The History of Olympic National Sports Complex in Kyiv, Ukraine stretches back to the start of the 20th century. Located at the foot of city's central Cherepanova Hill in Pechersk Raion it was built following the Russian Civil War in 1923 after Kyiv was finally secured by the Red Army.

Red Stadium
The predecessor of the contemporary National Arena was the Kyiv City Stadium, which with the establishment of Soviet power was eventually renamed and better known as the Red Stadium. The construction of that stadium in Kyiv was considered as early as 1914, when the city was the commercial and cultural center of the Russian Empire's Southwest, and the Empire's third most important city (in some perspectives). The plans were shelved during World War I. In the following years, the city was in turmoil as the wars, revolutions, forces of different states and stateless bands occupied and fought in the city. The Bolshevik government revived the idea as the proposed Red Stadium in 1919, but the resumption of hostilities ended the project prematurely.

Chaos gave way to stability in the early 1920s, with the capital of the Soviet Ukraine re-established in Kharkov (1919) and Kyiv having the status of guberniya center. Construction resumed under the leadership of engineer L. I. Pilvinsky in early 1923, to host the Second All-Ukrainian Spartakiad to be held in August of that year. The chosen site was the former location of the 1913 All-Russian exhibition—the war-ravaged lot of the Oleksiivsky Park. The southern and eastern stands used the slopes of Cherepanov Mount, while the northern and western stands were constructed from the parts of damaged and adjacently located buildings. The football field size was 120x70, orienting west to east. The military commissar of the Kyiv Governorate Laiozs Gavro sponsored the construction project. The games were opened at the Trotsky Red Stadium on August 12, 1923 (by 1924 the name of Trotsky was omitted). The stadium became the main sports arena in the region and the home ground of FC Lokomotyv Kyiv (Zheldor Kiev).

Republican level of renovation 

Many mistakes were made due to the rushed construction.

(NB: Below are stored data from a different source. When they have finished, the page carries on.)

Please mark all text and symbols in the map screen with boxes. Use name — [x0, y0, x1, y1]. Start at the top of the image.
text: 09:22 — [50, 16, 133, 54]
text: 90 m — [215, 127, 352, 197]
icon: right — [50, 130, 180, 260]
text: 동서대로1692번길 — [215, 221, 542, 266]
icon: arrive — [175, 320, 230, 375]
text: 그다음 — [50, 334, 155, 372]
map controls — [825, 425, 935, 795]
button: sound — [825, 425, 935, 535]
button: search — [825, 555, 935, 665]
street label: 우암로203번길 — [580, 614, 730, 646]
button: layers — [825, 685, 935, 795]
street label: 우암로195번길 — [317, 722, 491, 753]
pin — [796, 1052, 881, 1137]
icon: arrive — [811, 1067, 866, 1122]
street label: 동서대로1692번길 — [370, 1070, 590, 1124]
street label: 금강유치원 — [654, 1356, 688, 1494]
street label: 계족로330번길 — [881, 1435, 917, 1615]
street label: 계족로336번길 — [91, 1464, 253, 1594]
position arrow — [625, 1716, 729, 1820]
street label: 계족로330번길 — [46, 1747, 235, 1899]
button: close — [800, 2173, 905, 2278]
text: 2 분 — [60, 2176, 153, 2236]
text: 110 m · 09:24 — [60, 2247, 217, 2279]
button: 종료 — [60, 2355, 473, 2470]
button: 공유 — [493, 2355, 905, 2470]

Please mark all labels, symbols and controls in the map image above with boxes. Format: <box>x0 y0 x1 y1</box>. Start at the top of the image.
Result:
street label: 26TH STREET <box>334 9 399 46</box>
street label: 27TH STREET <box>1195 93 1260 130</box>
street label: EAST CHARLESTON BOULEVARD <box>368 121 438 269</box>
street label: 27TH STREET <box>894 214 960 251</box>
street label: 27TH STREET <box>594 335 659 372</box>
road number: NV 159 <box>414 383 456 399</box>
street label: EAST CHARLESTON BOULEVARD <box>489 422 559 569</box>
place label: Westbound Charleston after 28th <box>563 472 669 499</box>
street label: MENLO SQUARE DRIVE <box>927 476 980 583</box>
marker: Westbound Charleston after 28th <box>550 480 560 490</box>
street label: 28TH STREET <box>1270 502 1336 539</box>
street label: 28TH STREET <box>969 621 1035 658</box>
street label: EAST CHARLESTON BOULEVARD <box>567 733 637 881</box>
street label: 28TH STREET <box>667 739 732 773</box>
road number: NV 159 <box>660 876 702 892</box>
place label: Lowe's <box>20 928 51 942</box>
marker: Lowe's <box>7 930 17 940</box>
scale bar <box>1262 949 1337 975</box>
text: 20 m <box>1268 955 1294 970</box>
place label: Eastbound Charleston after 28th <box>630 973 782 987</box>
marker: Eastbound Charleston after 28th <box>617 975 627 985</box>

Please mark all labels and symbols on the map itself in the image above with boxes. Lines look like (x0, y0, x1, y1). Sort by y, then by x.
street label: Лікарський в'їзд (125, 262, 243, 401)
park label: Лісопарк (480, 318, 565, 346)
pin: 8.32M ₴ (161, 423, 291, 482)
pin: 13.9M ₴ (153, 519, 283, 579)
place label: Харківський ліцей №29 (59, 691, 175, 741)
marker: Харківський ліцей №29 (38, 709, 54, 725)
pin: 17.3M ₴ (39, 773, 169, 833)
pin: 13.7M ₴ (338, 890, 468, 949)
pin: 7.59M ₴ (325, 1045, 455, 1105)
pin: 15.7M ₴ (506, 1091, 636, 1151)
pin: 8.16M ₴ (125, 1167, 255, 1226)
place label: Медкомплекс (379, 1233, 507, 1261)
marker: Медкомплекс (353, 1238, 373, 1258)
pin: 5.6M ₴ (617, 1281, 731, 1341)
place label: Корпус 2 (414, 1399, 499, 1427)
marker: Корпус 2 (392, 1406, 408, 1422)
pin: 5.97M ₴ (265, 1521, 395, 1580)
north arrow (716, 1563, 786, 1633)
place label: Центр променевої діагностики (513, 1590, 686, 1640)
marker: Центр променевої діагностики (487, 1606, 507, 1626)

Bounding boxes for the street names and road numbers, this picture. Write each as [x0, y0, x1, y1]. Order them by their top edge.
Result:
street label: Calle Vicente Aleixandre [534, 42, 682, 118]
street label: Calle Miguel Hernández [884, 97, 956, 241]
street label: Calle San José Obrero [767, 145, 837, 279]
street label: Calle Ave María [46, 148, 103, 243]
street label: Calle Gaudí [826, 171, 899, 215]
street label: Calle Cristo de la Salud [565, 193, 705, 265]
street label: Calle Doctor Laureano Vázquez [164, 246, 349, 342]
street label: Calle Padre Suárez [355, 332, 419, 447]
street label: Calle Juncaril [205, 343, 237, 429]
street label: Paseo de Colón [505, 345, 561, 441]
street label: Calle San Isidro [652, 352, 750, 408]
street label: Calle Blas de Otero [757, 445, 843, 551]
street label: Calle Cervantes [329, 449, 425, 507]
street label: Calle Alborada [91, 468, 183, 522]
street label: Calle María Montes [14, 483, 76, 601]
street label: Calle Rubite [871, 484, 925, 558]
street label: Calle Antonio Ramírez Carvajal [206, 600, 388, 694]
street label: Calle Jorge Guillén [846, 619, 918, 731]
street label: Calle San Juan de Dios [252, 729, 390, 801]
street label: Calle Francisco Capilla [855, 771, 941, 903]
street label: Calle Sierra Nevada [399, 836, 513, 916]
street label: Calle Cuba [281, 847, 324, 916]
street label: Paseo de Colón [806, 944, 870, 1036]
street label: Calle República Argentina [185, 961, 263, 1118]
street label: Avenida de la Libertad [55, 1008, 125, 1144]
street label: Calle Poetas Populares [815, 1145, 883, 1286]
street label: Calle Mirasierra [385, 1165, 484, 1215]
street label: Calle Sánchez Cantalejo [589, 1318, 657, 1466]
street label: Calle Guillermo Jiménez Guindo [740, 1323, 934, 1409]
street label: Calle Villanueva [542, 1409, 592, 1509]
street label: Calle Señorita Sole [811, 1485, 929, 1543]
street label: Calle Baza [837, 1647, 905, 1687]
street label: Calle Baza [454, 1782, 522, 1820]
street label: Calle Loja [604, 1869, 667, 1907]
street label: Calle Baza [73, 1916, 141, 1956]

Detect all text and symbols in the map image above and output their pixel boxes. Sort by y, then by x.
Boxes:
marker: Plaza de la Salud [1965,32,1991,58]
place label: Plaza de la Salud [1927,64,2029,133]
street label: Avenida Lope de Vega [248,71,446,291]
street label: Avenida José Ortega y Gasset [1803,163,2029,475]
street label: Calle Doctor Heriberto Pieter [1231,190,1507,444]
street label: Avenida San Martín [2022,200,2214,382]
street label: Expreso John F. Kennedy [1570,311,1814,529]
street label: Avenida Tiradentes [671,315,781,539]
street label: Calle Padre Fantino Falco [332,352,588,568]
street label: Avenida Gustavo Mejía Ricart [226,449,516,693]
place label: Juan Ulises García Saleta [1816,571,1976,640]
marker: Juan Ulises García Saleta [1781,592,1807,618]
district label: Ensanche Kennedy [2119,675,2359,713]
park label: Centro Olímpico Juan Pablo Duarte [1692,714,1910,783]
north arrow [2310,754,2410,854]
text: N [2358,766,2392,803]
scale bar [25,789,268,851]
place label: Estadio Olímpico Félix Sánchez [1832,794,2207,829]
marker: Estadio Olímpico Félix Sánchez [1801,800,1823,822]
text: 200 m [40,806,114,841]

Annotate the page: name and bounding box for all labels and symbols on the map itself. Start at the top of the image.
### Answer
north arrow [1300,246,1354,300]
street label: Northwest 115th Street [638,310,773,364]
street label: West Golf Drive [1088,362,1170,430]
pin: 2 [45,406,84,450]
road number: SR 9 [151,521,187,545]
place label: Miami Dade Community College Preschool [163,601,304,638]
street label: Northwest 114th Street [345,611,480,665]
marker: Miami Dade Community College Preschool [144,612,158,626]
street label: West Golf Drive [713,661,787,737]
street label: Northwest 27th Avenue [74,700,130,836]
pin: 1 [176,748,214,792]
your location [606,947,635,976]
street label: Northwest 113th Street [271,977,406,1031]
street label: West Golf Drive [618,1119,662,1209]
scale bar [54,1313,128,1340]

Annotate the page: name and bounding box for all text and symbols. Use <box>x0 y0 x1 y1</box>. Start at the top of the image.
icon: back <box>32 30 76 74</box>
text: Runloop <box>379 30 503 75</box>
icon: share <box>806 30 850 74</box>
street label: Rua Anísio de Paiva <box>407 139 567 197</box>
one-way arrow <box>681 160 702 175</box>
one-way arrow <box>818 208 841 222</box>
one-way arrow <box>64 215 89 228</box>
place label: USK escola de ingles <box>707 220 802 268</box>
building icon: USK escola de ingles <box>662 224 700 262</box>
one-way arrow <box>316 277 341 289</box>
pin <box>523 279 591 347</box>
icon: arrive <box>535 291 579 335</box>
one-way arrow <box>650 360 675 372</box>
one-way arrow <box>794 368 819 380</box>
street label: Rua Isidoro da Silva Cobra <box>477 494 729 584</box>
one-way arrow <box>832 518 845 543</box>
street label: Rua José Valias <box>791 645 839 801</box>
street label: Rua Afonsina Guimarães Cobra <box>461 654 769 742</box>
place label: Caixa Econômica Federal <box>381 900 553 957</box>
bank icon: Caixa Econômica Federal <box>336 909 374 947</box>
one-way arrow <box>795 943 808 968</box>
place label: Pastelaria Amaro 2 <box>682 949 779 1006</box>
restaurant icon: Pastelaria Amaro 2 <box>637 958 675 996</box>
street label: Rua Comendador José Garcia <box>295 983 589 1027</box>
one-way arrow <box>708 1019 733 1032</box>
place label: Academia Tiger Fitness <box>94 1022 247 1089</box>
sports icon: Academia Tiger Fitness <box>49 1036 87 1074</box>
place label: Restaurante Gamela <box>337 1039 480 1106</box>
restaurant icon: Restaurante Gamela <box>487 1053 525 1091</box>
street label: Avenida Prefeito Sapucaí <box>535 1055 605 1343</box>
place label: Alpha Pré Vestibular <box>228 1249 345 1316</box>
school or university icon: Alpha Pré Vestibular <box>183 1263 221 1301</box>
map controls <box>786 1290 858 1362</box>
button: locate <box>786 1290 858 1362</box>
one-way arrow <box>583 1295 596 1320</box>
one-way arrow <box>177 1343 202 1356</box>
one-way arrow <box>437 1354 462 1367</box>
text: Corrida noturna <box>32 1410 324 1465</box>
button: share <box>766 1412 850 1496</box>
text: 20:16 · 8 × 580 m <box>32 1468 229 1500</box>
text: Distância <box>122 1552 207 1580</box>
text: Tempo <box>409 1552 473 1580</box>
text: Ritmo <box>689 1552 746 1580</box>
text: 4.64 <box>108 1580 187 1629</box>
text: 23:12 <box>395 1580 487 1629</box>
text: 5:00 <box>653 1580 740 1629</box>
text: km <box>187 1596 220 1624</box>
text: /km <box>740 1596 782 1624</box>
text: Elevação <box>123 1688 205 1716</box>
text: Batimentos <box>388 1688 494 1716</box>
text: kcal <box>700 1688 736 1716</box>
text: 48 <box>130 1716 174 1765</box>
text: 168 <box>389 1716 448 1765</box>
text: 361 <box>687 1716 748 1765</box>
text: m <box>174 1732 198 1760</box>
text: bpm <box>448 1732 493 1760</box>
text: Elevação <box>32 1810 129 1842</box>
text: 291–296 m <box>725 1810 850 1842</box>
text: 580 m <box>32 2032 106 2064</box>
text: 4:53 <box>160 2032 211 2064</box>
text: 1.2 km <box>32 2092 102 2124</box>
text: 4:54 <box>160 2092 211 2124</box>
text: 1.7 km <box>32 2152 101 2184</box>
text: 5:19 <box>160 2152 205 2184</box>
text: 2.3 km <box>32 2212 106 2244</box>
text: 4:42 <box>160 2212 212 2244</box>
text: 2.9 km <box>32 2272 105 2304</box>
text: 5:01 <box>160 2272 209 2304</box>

In particular, the stadium was aligned along an east-west axis instead of the standard north-south. So in 1934 as the Republican administration was moved to Kyiv (from Kharkiv), the plans were made for the replacement of the stadium, and in 1936 construction began on the new 50,000-seat stadium designed by architect Mykhailo Hrechyna (1902–1979) called the Ukrainian Republican Stadium. Later Hrechyna organized all the renovations of the stadium until the 1980s. Among other Hrechyna's notable projects were Palace of Sports (located in the vicinity), Komsomolsky residential massif at the Dnipro Raion, Hotel "Rus", a building of the Trade-Industrial Chamber, as well as the hotel "Tarasova Hora" in Kaniv.

The construction started on grounds adjacent to the Red Stadium. By Hrechyna's design the stadium was to be one of the best after the Moscow and Leningrad stadiums. The entrance to the stadium was beautified by the Corinthian Order colonnade of 22 columns. However, due to the lack of funding the construction of the colonnade was suspended and never finished. The complex was scheduled for completion in 1941 (see Five-Year Plan) and the ceremonial opening was scheduled for June 22, 1941. It was decided to name the stadium in honor of the first secretary of the Communist Party of Ukraine, Nikita Khrushchev. A game fixture of the Soviet Top League was scheduled on the opening day between Dynamo Kyiv and Red Army team.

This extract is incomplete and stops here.